As one resident in Kashmir told the BBC’s Conflict Disinformation Monitoring Report: “What I see on my phone and what I hear on the news feel like two different realities.”
Strategic Takeaways
By May 13, militarily, Pakistan was celebrating the outcome, while India was still trying to analyze why rivals outperformed its superior 5GW arsenal. But technologically, both sides validated the next generation of AI-enabled 5GW phenomenon in a real combat situation.

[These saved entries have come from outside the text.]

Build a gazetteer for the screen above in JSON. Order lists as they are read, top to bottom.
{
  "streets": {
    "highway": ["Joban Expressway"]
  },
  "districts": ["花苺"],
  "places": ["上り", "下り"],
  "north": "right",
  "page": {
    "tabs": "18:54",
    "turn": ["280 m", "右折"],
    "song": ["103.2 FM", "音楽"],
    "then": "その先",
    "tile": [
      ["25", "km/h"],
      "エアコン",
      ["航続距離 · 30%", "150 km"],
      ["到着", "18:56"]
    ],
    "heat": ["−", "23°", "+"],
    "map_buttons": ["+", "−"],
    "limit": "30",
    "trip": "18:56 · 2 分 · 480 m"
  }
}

| Aspect | India | Pakistan |
| Air Combat | Rafale fighter jets guided by Narwan’s surveillance | J-10C fighter jets shielded via Shadow Gate’s countermeasures |
| Cyber Operations | AI-generated deepfakes, predictive target selection | Neural network-driven jamming and AI monitoring |
| Information Warfare | Narrative control via GPT-powered propaganda units on social media | Botnet amplification of global South narratives on social media |
| Outcome | Improved real-time integration, but data vulnerabilities are concerning | Enhanced digital defence, deeper future reliance on Chinese tech |
What Lies Ahead
The four-day India-Pakistan confrontation in May 2025 was not merely a border skirmish; it was a live field trial for 21st-century hybrid warfare. Both New Delhi and Islamabad, the respective capitals of India and Pakistan, are now recalibrating their doctrines to incorporate perception engineering, machine-speed decision-making, and cognitive disruption into their national security frameworks.

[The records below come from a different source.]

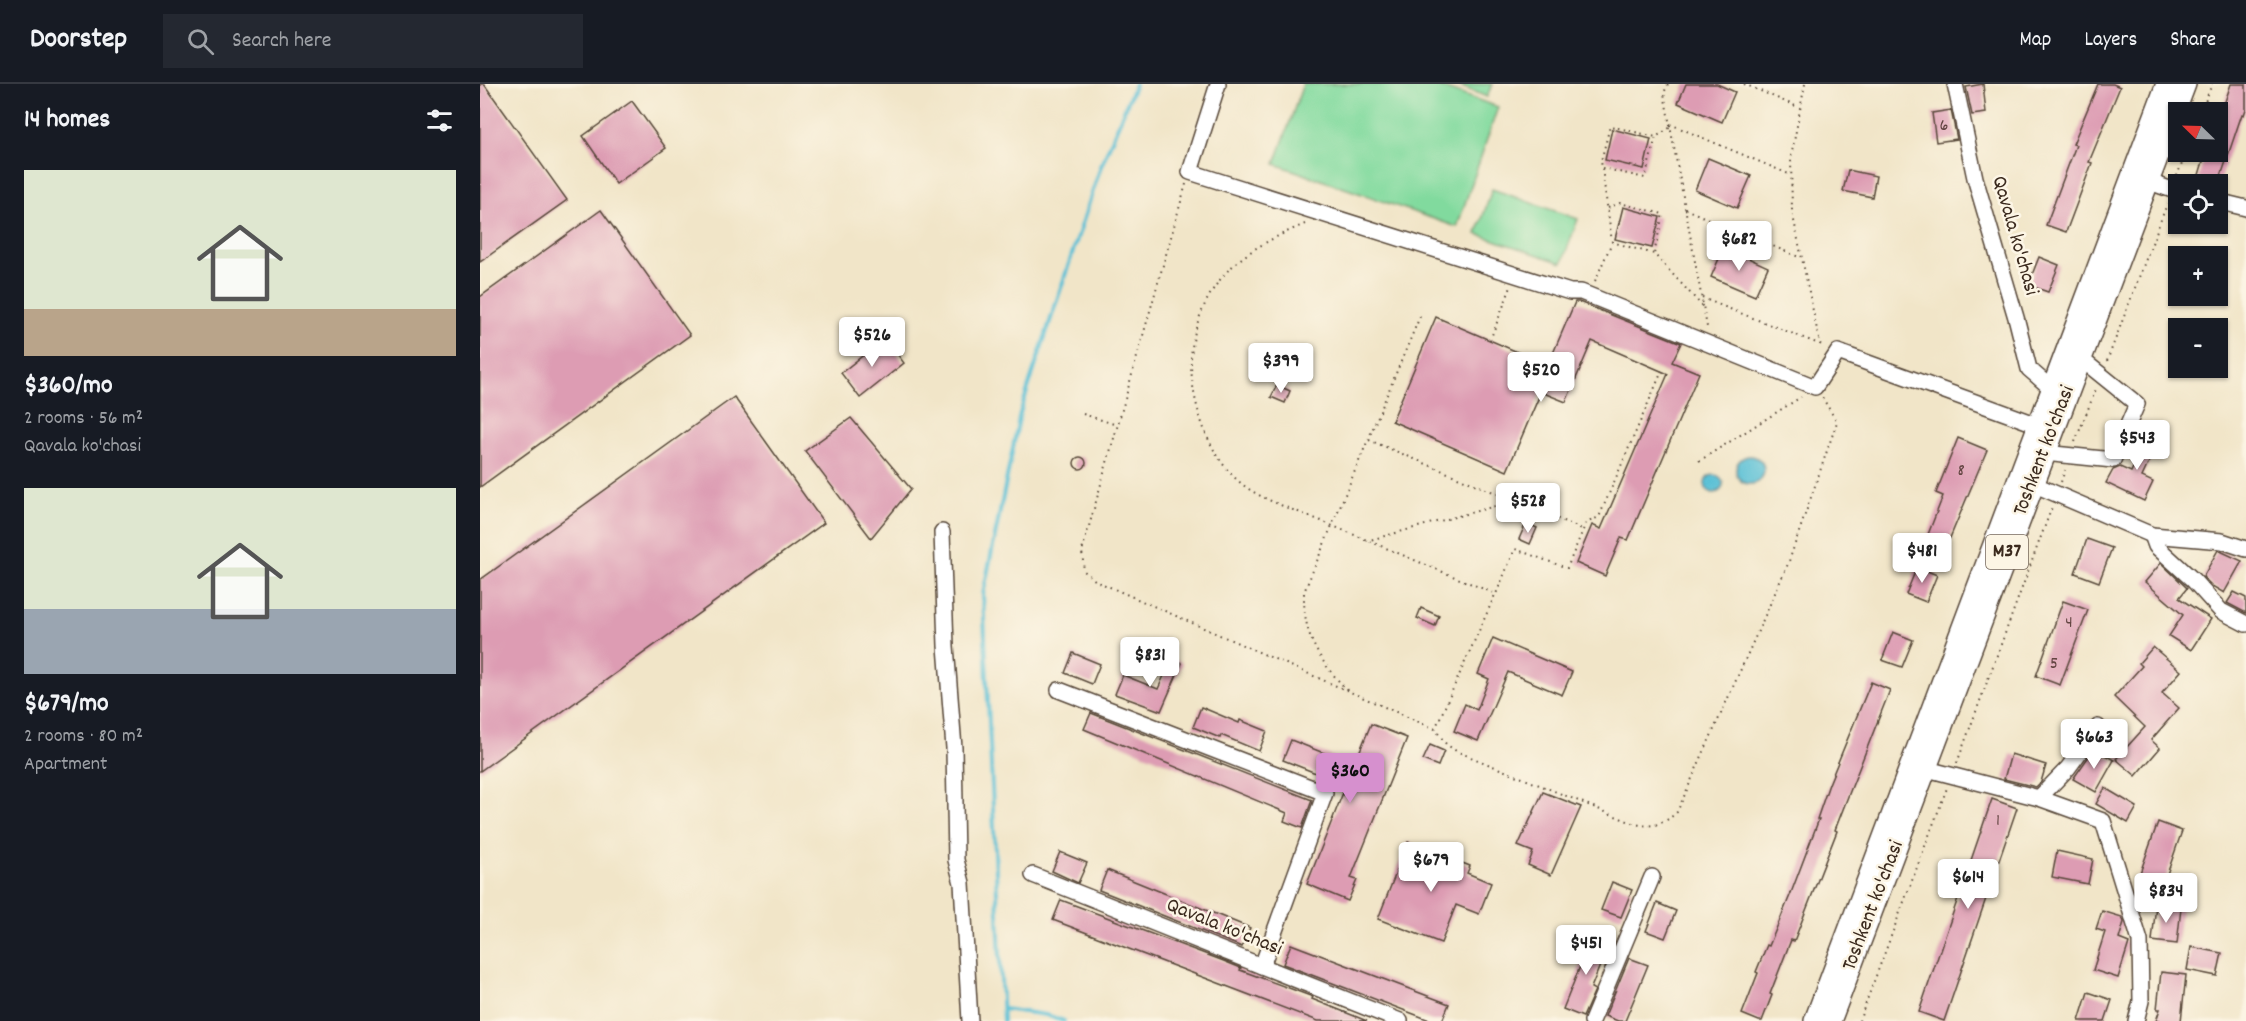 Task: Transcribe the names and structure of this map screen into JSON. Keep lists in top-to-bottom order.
{
  "streets": {
    "highway": ["Toshkent ko'chasi", "M37"],
    "street": ["Qavala ko'chasi"]
  },
  "crossings": [
    ["Qavala ko'chasi", "Toshkent ko'chasi"]
  ],
  "house_numbers": [
    "6",
    "8",
    "4",
    "5",
    "1"
  ],
  "north": "top left",
  "page": {
    "header": "Doorstep",
    "search": "Search here",
    "nav": ["Map", "Layers", "Share"],
    "heading": "14 homes",
    "map_buttons": ["+", "−"],
    "list": [
      {
        "name": "$360/mo",
        "note": "2 rooms · 56 m² · Qavala ko'chasi"
      },
      {
        "name": "$679/mo",
        "note": "2 rooms · 80 m² · Apartment"
      }
    ],
    "price": [
      "$682",
      "$526",
      "$399",
      "$520",
      "$543",
      "$528",
      "$481",
      "$831",
      "$663",
      "$360",
      "$679",
      "$614",
      "$834",
      "$451"
    ]
  }
}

Security analysts at Carnegie’s International Peace argue that the next Indo-Pak conflict may not involve bullets or bombs at all, but instead focus on satellite spoofing, AI-guided stock market destabilization, and electromagnetic pulse (EMP) tactics, powerful bursts of energy that can disable electronics, communication systems, and even power grids without any physical explosion.
Unless international law catches up with the ethical, legal, and strategic ambiguities of AI warfare, South Asia risks becoming a perpetual battleground, not of soldiers and tanks, but of AI codes, clicks, and collapses.